Depressing reports over recent months on the government's plans to build its headquarters at Tamar, knock down history on the Central waterfront and further reclaim our beautiful harbour remind me forcefully of a cautionary story I read to my children when they were small. The Giving Tree, by Shel Silverstein, is an environmental parable which recounts the many gifts a majestic tree lavishes lovingly on a small boy over the course of his long, increasingly needy life.
In the beginning, the boy is happy simply to play beneath the tree's protective canopy and to swing from its branches. 'And the boy loved the tree', as I imagine senior government officials loved the harbour before they became important men and women. However, as the boy grew older, he no longer went to visit the tree, for he was becoming a very busy man. Then, one day, this young businessman took a long, hard look at the tree again and saw its vast potential for making money. And the tree was only too happy to give up its apples for sale, as our property developers and road planners have been only too happy to gobble up the harbour shoreline.

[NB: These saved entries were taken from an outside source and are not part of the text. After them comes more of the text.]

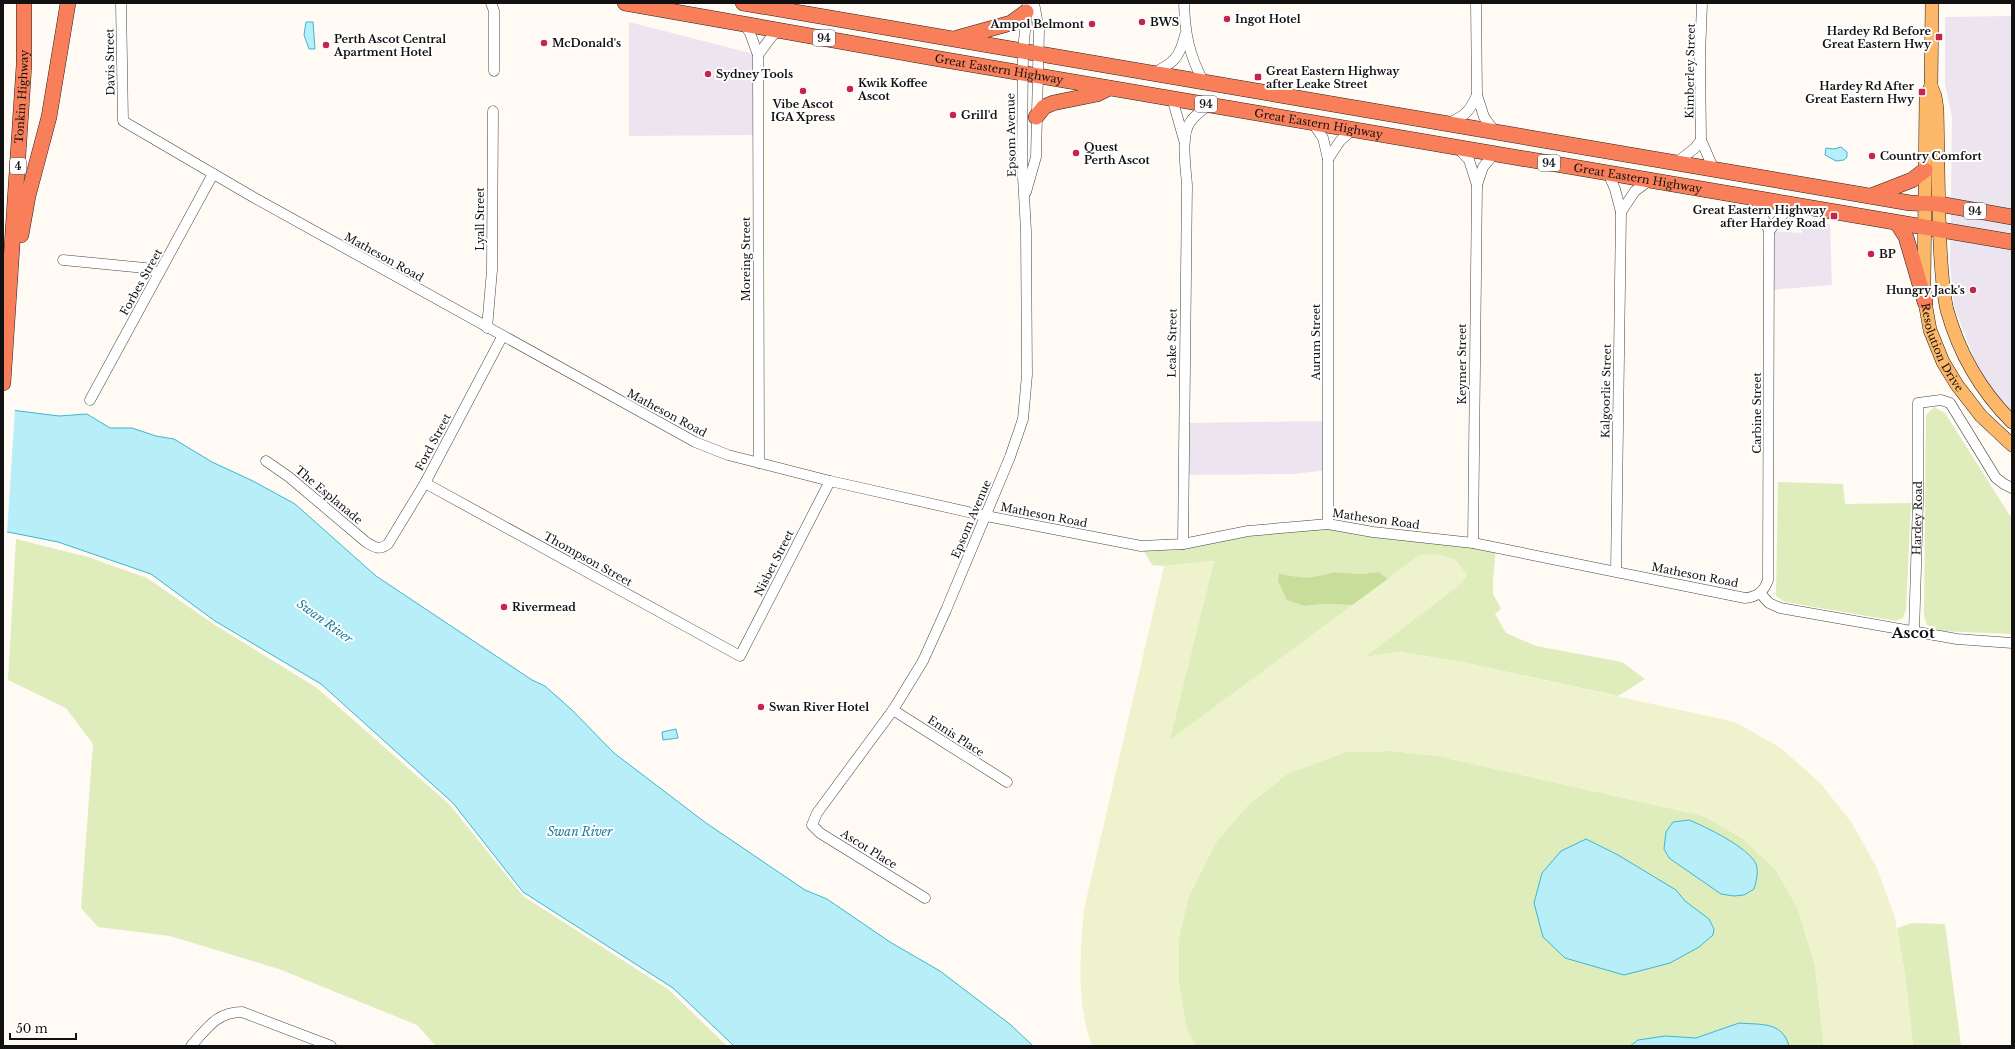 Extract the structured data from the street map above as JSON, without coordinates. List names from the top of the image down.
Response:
{
  "streets": {
    "highway": [
      "94",
      "Great Eastern Highway",
      "Tonkin Highway",
      "4"
    ],
    "main road": ["Resolution Drive"],
    "street": [
      "Davis Street",
      "Kimberley Street",
      "Epsom Avenue",
      "Lyall Street",
      "Matheson Road",
      "Moreing Street",
      "Forbes Street",
      "Aurum Street",
      "Leake Street",
      "Keymer Street",
      "Kalgoorlie Street",
      "Carbine Street",
      "Ford Street",
      "The Esplanade",
      "Hardey Road",
      "Thompson Street",
      "Nisbet Street",
      "Ennis Place",
      "Ascot Place"
    ]
  },
  "crossings": [
    ["Davis Street", "Matheson Road"],
    ["Great Eastern Highway", "Kimberley Street"],
    ["Great Eastern Highway", "Epsom Avenue"],
    ["Great Eastern Highway", "Moreing Street"],
    ["Great Eastern Highway", "Aurum Street"],
    ["Great Eastern Highway", "Leake Street"],
    ["Great Eastern Highway", "Resolution Drive"],
    ["Great Eastern Highway", "Keymer Street"],
    ["Great Eastern Highway", "Kalgoorlie Street"],
    ["Great Eastern Highway", "Carbine Street"],
    ["Epsom Avenue", "Matheson Road"],
    ["Epsom Avenue", "Ennis Place"],
    ["Epsom Avenue", "Ascot Place"],
    ["Lyall Street", "Matheson Road"],
    ["Matheson Road", "Moreing Street"],
    ["Matheson Road", "Forbes Street"],
    ["Matheson Road", "Aurum Street"],
    ["Matheson Road", "Leake Street"],
    ["Matheson Road", "Keymer Street"],
    ["Matheson Road", "Kalgoorlie Street"],
    ["Matheson Road", "Carbine Street"],
    ["Matheson Road", "Ford Street"],
    ["Matheson Road", "Nisbet Street"],
    ["Ford Street", "The Esplanade"],
    ["Ford Street", "Thompson Street"],
    ["Thompson Street", "Nisbet Street"]
  ],
  "districts": ["Ascot"],
  "water": ["Swan River"],
  "places": {
    "other": [
      "Ingot Hotel",
      "BWS",
      "Ampol Belmont",
      "McDonald's",
      "Perth Ascot Central Apartment Hotel",
      "Sydney Tools",
      "Kwik Koffee Ascot",
      "Vibe Ascot IGA Xpress",
      "Grill'd",
      "Quest Perth Ascot",
      "Country Comfort",
      "BP",
      "Hungry Jack's",
      "Rivermead",
      "Swan River Hotel"
    ],
    "transit": [
      "Hardey Rd Before Great Eastern Hwy",
      "Great Eastern Highway after Leake Street",
      "Hardey Rd After Great Eastern Hwy",
      "Great Eastern Highway after Hardey Road"
    ]
  },
  "scale_bar": "50 m"
}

As the young man grew older, one of the defining characteristics of adulthood was that he was no longer happy or satisfied for long. So he returned to the tree, which gladly gave him its branches to build a house for his family, as our harbour provided commercial office and retail space.

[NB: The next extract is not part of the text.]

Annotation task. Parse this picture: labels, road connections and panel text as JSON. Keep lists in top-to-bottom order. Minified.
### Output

Finally, the boy reached retirement age and, like our senior civil servants became 'too old and sad to play' and wanted to sail into the sunset - not on a Star ferry that would only take him a short distance across a dramatically reduced harbour (in any case, relocated to a berth impossible for the old and infirm to reach with ease) - but on a big boat that would take him far away. So he returned to the tree and requisitioned its trunk. The tree was so happy to see him again at any cost that 'she could hardly speak'. Likewise our harbourfront, which has no united voice in government to defend it, is now offering up what is left of its body to groundscrapers, government headquarters, shopping malls and a six-lane bypass.
However, in retirement, the boy discovered the wisdom to see that he didn't need much to be happy - not a big boat or another Mercedes-Benz to speed him along the waterfront road without seeing the harbour, but 'just a quiet place to sit and rest'. So the tree gave him the only thing it had left - its old stump, where he could take a seat and savour the view.
Leung Kong-yui, chairman of a subcommittee of the Harbourfront Enhancement Committee, cannot assure us that phase two of the Wan Chai Development Project and the Central-Wan Chai bypass will be the last reclamation of Victoria Harbour ('Calm sailing tipped for harbour plan', October 7). The government may provide a stump where we can sit and rest now, but what will be left for our children? When will we grow up and realise that, in our seemingly insatiable consumption of the harbour, we are destroying a natural landscape that is not only intrinsic to Hong Kong's identity but may also be vital to the legendary energy and dynamism that flow through our city?